Eli Transmission 2 (July 15)
As the rain poured over Kunming, we tidied the Program House for Language Group 4A, sweeping floors, organizing the library, and hanging artwork on the walls. Night fell as we rode public bus to Kunming Station, bag-encumbered—hopefully not blocking the door at every stop! Crowd, x-ray, passport, guard, and we were in the crowded waiting room, which was almost brimming with Lijiang-bound travelers.

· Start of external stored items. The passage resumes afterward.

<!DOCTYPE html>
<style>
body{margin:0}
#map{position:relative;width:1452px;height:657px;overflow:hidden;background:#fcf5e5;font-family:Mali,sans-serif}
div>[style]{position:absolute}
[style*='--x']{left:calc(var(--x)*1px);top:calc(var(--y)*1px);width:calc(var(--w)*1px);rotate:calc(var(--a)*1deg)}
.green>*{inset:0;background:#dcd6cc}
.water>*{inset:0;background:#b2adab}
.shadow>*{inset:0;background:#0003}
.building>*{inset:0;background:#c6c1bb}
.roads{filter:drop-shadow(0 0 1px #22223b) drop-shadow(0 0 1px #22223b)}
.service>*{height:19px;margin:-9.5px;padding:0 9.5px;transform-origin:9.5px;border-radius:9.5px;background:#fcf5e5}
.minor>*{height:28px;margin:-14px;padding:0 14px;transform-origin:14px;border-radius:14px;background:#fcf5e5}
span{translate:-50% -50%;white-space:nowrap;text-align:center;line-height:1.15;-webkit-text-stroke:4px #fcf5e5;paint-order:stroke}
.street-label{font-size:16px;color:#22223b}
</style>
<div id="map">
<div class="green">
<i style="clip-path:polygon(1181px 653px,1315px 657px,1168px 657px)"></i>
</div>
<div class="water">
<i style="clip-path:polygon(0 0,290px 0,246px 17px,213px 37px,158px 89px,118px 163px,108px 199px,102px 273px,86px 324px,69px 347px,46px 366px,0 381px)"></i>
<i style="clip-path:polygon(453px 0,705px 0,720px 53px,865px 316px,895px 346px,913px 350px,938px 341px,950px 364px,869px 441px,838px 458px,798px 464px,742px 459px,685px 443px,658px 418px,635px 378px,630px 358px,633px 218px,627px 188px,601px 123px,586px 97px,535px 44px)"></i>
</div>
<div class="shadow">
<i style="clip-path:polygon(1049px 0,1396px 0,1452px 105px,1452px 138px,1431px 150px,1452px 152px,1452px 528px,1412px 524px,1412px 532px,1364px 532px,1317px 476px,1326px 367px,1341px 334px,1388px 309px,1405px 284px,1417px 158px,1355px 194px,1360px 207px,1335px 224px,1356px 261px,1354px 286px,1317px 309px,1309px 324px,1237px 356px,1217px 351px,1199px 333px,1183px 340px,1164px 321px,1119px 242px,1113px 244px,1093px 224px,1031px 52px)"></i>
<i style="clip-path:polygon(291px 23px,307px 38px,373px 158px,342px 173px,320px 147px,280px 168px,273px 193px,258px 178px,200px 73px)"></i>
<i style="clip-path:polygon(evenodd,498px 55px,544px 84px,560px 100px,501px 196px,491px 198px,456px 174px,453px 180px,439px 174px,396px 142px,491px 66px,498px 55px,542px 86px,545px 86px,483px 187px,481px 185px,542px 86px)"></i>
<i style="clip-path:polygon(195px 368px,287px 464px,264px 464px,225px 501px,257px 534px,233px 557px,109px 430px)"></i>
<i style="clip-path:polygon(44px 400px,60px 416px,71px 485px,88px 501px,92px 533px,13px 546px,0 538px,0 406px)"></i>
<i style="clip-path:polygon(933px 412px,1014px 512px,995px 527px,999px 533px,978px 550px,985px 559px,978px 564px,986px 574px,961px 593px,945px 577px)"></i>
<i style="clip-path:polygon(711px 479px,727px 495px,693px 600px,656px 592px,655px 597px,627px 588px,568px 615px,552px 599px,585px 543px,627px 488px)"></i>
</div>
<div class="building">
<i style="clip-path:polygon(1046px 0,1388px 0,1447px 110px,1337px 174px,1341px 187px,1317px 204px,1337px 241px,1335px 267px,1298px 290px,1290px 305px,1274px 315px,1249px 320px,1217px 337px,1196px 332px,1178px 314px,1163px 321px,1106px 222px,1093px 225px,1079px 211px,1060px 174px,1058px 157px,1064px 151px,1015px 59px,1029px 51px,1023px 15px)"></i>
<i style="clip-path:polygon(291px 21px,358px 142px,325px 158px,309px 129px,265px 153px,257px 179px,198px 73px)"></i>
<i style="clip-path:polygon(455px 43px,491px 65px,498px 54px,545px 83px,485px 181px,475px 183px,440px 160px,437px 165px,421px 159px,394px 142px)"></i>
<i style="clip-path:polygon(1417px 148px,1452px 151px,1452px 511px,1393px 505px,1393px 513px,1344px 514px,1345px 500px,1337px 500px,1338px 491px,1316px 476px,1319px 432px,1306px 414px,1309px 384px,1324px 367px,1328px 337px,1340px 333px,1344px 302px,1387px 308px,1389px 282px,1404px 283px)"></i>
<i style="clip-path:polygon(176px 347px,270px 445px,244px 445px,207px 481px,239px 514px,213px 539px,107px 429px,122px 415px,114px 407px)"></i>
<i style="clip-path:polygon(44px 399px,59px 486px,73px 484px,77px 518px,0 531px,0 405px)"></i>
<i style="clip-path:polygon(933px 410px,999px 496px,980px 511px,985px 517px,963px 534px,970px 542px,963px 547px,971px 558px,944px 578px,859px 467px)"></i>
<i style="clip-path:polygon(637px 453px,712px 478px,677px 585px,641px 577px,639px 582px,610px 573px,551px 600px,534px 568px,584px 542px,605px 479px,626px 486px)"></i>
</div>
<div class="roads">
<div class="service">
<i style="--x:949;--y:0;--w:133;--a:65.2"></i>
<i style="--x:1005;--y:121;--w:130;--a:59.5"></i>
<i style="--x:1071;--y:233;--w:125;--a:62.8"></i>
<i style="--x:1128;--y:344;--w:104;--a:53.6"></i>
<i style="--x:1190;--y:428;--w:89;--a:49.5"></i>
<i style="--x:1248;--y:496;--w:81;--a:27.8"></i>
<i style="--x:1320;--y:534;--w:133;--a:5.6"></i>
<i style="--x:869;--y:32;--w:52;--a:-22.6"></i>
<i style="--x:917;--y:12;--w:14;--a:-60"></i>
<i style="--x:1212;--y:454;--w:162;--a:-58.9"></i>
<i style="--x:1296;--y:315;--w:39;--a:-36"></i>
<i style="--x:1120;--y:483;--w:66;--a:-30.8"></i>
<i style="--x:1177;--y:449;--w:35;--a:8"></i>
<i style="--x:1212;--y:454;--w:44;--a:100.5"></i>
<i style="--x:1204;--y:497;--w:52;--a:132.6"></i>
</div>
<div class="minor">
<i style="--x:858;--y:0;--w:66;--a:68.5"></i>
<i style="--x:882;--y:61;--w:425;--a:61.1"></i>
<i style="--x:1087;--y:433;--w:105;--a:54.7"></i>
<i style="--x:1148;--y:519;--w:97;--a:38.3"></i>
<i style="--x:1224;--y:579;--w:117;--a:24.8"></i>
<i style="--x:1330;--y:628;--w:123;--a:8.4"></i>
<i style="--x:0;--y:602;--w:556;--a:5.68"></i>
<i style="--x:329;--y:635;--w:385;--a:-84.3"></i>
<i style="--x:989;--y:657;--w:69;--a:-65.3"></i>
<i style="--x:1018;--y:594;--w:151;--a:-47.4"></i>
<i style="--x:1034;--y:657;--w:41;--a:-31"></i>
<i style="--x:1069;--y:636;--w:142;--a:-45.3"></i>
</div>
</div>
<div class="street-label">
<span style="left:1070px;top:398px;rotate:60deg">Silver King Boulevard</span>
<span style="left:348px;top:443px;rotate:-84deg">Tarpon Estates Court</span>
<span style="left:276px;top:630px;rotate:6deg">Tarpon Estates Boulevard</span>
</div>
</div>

When the gates finally opened, the current took us to the platform, where snack vendors were eagerly awaiting our arrival. Their carts overflowed with instant noodle soup, candy, packaged chicken wings, and other sodium-rich零吃, or empty calories. That said, we were also toting more than our fair share of the same kind of snacks. Walking down the platform to Carriage 4, I saw the bunks: three high, and approximately 30 by 75 inches, with comforters so dense, they were almost weighted. We piled into our section, with hands, feet, socks, shoes, bags, and blankets flying every which way, until we inevitably settled down, snug under fifteen pounds of bedding. Marcus and I both independently and simultaneously made our way to the one-piece, stainless steel sink at the car’s end, water amply splashing onto the already slippery floor. Feeling fresh and ready for bed, we returned to our all-to-small beds (Marcus being 6’ 5” and I 6’ 4”), and settled down for a ten-hour’s nap. Or so we thought. For quite some time, the odd incantations of safety announcements in a child’s voice blared, and fluorescent lights glowed almost permanently only about a foot above the top bunk. But then, suddenly, all was dark, and all was silent.
Over straight tracks the Lijiang Express quietly sails.
We disembark, transfer to a few small vans, and wind up the narrow roads to our next adventure: Nanyao.